Maria, my emotional support friend who I forced to come with me, cried. I didn’t cry because my contact lenses might have fallen out—and because I was thinking about my rings. I don’t think Joelle minded.

 

“Not one of my friends was allowed to live in her body unaccompanied. Always a lodger pacing in the box room always a landlord collecting rent.”

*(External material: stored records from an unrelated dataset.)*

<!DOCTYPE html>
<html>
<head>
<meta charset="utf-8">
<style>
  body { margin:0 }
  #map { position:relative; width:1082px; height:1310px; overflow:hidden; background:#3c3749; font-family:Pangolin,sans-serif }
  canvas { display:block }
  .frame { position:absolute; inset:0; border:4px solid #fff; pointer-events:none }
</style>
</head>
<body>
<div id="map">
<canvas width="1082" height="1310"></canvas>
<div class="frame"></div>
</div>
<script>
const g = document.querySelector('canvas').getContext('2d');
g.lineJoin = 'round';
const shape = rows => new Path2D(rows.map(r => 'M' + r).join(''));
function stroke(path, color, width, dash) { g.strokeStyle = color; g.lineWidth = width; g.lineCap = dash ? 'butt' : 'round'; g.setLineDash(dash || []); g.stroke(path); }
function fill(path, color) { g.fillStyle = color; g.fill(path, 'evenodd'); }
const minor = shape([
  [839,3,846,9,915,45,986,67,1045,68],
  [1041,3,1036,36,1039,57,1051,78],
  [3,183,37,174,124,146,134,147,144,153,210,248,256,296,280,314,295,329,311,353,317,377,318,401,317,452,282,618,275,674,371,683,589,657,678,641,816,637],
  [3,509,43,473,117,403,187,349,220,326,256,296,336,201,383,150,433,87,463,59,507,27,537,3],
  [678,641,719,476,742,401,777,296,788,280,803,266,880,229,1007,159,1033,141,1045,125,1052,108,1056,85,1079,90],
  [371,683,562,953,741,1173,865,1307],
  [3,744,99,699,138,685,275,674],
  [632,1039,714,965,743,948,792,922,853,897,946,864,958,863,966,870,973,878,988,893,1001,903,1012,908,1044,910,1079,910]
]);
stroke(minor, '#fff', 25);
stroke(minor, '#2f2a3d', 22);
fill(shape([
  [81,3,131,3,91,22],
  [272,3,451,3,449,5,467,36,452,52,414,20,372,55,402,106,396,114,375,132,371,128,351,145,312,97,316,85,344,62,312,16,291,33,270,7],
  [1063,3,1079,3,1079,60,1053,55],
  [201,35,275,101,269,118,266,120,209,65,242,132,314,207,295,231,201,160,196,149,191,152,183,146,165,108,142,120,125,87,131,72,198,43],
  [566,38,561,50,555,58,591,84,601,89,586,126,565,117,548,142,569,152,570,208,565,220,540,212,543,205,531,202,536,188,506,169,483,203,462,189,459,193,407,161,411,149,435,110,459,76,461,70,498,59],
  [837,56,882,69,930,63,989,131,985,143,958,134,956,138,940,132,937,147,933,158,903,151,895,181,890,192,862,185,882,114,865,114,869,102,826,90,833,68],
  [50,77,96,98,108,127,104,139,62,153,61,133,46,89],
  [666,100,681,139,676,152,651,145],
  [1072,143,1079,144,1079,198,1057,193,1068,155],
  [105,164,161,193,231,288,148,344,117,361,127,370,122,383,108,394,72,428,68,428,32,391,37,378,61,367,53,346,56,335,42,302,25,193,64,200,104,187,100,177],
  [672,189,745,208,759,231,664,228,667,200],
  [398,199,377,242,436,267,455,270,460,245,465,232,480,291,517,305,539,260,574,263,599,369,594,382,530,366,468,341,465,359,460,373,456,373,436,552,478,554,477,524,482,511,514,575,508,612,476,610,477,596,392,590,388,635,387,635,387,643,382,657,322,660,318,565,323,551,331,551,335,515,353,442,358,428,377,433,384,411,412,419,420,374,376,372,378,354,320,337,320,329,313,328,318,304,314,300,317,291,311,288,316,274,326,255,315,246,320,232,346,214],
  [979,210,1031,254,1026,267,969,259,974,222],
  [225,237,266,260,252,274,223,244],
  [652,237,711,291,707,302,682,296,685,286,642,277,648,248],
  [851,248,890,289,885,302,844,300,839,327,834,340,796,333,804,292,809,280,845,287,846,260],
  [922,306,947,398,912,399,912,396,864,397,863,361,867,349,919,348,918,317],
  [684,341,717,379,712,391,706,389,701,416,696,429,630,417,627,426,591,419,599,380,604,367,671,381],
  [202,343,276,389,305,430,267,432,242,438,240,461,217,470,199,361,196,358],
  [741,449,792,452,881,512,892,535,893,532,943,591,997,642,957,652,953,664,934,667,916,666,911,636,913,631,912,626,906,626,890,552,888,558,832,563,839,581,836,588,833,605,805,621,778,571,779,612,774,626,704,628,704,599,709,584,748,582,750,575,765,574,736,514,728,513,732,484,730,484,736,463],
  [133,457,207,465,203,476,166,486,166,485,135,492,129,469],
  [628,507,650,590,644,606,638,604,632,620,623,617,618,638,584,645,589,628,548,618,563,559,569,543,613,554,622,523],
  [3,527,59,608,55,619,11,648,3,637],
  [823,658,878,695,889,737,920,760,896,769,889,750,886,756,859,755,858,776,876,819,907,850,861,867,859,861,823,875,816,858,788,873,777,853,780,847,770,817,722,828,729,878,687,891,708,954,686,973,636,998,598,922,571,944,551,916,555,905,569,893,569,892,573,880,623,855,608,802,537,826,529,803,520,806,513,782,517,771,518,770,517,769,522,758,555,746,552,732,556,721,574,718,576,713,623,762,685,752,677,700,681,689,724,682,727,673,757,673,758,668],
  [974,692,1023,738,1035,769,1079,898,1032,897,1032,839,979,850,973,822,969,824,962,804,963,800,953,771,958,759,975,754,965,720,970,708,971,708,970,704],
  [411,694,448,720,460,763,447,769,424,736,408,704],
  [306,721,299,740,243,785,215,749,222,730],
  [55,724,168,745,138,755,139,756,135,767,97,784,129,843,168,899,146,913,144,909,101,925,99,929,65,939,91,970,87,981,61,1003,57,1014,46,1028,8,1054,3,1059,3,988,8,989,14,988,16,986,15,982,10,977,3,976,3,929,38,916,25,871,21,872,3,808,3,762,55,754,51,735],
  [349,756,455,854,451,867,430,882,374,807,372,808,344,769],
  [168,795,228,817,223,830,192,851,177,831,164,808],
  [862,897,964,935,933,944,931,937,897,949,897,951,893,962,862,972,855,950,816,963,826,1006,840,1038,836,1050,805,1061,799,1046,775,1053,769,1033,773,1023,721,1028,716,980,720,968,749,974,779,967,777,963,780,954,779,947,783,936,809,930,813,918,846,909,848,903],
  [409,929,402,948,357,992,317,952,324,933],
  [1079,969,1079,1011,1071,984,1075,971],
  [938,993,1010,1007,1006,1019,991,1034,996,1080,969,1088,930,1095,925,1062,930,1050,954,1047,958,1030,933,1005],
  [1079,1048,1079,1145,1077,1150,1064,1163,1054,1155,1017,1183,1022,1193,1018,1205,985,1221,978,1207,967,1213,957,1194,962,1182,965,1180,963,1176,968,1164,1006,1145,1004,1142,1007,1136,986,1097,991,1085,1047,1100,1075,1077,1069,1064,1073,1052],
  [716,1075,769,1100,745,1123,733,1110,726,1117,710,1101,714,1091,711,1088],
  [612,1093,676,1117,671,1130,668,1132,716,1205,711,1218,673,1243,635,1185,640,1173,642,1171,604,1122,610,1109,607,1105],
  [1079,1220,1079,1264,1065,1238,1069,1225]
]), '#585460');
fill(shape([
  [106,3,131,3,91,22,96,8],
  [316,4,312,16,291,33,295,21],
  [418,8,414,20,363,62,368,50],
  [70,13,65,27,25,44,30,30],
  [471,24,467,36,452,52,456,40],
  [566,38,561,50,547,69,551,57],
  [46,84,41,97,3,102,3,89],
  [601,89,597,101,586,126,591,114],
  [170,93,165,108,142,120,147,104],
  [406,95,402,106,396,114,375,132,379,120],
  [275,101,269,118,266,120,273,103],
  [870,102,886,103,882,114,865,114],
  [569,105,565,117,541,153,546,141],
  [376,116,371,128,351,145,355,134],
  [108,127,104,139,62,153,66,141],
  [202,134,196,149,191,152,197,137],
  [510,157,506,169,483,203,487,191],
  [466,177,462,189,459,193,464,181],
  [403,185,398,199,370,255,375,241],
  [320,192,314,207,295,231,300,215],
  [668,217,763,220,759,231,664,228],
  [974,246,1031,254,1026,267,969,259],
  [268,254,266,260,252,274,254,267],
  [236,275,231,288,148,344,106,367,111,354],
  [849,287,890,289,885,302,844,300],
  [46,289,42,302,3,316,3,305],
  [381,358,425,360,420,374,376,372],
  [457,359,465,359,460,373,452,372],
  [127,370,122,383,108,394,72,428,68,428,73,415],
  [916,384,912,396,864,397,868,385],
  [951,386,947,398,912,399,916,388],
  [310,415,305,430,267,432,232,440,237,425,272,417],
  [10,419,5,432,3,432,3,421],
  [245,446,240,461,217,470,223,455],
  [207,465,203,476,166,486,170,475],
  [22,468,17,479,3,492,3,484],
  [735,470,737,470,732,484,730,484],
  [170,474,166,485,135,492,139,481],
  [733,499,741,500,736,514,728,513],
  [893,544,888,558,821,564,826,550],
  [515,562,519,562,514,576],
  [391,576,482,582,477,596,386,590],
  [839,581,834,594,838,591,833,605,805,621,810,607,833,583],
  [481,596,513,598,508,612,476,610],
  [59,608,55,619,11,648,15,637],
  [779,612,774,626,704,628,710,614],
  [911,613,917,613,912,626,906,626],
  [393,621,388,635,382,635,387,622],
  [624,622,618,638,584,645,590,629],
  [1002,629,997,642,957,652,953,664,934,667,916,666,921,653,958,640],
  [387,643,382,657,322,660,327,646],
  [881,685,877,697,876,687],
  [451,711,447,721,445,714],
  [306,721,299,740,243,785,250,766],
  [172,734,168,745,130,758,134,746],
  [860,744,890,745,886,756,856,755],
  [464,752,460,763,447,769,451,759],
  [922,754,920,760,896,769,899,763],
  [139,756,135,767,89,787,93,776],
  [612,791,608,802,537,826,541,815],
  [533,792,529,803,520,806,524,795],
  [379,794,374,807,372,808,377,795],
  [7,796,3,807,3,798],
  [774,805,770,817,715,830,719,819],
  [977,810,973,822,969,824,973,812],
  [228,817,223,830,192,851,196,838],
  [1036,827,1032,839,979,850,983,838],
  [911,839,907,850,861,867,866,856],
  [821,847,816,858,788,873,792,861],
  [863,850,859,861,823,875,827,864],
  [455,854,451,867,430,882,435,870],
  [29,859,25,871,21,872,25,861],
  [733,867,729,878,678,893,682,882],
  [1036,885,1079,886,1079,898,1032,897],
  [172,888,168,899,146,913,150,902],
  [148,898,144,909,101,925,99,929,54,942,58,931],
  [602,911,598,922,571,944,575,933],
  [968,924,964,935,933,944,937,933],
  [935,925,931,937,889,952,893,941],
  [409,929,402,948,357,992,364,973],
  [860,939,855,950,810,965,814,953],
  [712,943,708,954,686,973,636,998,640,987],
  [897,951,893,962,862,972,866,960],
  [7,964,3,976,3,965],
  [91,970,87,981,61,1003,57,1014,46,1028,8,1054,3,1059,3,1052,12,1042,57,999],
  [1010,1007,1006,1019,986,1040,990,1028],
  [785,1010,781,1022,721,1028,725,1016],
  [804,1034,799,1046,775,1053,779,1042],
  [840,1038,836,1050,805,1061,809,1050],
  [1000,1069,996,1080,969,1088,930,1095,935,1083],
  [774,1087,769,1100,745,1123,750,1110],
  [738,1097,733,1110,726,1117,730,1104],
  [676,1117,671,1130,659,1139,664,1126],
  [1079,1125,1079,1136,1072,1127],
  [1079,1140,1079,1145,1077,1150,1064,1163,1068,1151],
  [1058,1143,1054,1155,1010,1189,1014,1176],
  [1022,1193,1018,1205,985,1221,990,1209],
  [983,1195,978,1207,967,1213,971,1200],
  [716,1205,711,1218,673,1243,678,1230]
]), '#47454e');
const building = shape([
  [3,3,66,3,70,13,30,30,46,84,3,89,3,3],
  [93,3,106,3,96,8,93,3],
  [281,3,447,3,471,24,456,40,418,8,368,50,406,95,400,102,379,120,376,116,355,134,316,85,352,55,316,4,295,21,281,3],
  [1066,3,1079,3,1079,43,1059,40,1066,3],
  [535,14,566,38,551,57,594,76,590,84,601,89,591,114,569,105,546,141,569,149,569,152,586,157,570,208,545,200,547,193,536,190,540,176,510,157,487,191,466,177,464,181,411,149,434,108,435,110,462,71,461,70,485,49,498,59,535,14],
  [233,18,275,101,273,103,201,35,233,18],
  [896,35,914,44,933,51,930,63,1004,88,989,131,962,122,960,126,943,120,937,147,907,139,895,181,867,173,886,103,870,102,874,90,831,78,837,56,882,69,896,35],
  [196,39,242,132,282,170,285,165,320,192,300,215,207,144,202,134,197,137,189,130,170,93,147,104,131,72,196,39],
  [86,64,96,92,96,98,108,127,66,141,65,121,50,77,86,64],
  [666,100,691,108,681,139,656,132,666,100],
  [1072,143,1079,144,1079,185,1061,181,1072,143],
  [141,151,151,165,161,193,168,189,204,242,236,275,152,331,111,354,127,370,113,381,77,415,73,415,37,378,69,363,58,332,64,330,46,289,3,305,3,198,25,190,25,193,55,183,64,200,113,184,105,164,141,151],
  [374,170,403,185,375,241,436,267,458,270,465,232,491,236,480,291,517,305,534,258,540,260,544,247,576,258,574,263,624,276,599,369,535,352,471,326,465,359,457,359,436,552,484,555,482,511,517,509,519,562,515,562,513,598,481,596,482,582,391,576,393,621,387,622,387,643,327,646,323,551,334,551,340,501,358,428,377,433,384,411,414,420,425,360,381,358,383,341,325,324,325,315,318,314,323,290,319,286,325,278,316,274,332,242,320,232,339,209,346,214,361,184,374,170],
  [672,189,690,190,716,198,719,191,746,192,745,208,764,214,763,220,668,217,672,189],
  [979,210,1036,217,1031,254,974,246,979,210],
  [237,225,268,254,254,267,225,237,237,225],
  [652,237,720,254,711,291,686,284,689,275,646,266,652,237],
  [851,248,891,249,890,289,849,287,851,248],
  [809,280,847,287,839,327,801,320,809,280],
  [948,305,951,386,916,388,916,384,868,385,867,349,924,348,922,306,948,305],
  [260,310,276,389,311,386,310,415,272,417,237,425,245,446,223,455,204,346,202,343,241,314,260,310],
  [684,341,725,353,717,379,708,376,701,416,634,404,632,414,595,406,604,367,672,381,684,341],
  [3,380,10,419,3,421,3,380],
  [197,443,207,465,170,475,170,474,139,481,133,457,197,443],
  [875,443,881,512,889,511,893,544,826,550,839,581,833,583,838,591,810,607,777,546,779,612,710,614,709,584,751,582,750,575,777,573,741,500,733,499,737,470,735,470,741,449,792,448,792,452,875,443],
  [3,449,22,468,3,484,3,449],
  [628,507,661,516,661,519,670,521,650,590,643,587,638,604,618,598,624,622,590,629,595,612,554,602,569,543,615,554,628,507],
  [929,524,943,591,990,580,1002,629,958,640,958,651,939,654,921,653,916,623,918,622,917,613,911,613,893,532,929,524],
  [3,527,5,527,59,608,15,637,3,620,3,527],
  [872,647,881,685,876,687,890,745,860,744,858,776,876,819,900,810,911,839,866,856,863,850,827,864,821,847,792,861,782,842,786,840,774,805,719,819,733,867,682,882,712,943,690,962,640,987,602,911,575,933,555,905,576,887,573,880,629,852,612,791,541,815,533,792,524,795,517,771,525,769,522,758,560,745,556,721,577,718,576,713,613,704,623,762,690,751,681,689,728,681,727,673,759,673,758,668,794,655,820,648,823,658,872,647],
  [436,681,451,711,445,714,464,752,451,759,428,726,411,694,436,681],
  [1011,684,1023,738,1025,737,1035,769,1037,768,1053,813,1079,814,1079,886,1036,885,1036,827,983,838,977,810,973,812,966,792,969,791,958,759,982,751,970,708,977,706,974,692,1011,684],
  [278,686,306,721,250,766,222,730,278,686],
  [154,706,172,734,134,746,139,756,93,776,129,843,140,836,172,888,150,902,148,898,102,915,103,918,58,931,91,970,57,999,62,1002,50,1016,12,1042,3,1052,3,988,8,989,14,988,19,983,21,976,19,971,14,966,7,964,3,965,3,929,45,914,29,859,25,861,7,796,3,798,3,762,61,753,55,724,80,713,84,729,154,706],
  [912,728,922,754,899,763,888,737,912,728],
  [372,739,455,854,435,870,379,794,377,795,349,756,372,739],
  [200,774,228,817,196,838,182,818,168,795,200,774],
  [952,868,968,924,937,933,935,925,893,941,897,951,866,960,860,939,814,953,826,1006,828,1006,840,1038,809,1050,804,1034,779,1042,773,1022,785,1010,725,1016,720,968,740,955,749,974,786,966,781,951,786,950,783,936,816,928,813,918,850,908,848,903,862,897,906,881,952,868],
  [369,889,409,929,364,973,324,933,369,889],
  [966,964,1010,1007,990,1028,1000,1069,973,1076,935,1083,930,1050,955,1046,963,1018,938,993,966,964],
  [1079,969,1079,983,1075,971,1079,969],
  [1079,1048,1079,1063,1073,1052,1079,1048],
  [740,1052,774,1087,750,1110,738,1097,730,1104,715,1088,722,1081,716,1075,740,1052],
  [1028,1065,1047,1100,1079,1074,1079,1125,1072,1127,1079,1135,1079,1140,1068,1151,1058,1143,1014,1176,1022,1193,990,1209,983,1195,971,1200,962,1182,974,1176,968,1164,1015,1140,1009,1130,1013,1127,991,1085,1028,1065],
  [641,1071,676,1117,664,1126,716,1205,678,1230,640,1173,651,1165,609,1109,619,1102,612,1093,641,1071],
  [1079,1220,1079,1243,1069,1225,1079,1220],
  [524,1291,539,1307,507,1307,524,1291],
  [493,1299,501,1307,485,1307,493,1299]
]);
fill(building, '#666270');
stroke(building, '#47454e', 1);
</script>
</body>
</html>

Round Five, the body as backroom, C+nto & Othered Poems, p.43

 

Four: Being the worst English student in the world, I didn’t recognise Neil Bartlett. Having since googled him, I realise what a humbling experience his performance was. Neil was completely vulnerable, sharing a first draft with us. Maria, the rest of the audience, and I were broken by his worst experiences, exposed for the first time in this dark room. You might know Neil best for his adaptation of Virginia Woolf’s Orlando, played by Emma Corrin and directed by Michael Grandage. Neil has an OBE, an Olivier nomination, and all my respect.

 

Five: Paul Burston—who founded Polari and who I accidentally called Sam—took the stage and read from We Can Be Heroes. Scenes from Pride (2014) played silently in my mind while Paul remembered police brutality at ACT UP protests. He established Polari in 2007 in, you guessed it, Soho. Their website describes them as “a celebration of LGBTQ+ words and voices” which I would say is true. Over our impromptu dinner of cheesy vegan hotdogs (sadly wouldn’t recommend), Maria told me the term Polari is exclusive to gay men. I nodded along and later went on Wikipedia. Apparently Polari was a kind of secret language which gay men adopted in order to evade discovery – perhaps also coming from Italian: parlare (to talk). I wondered if Joelle makes something of that.

 

I left feeling safe. A makeup bag of tater tots, C+nto & Othered Poems, and We Can Be Heroes accompanied me home.

 

Words by Isabelle Proctor. Image courtesy of Isabelle Proctor.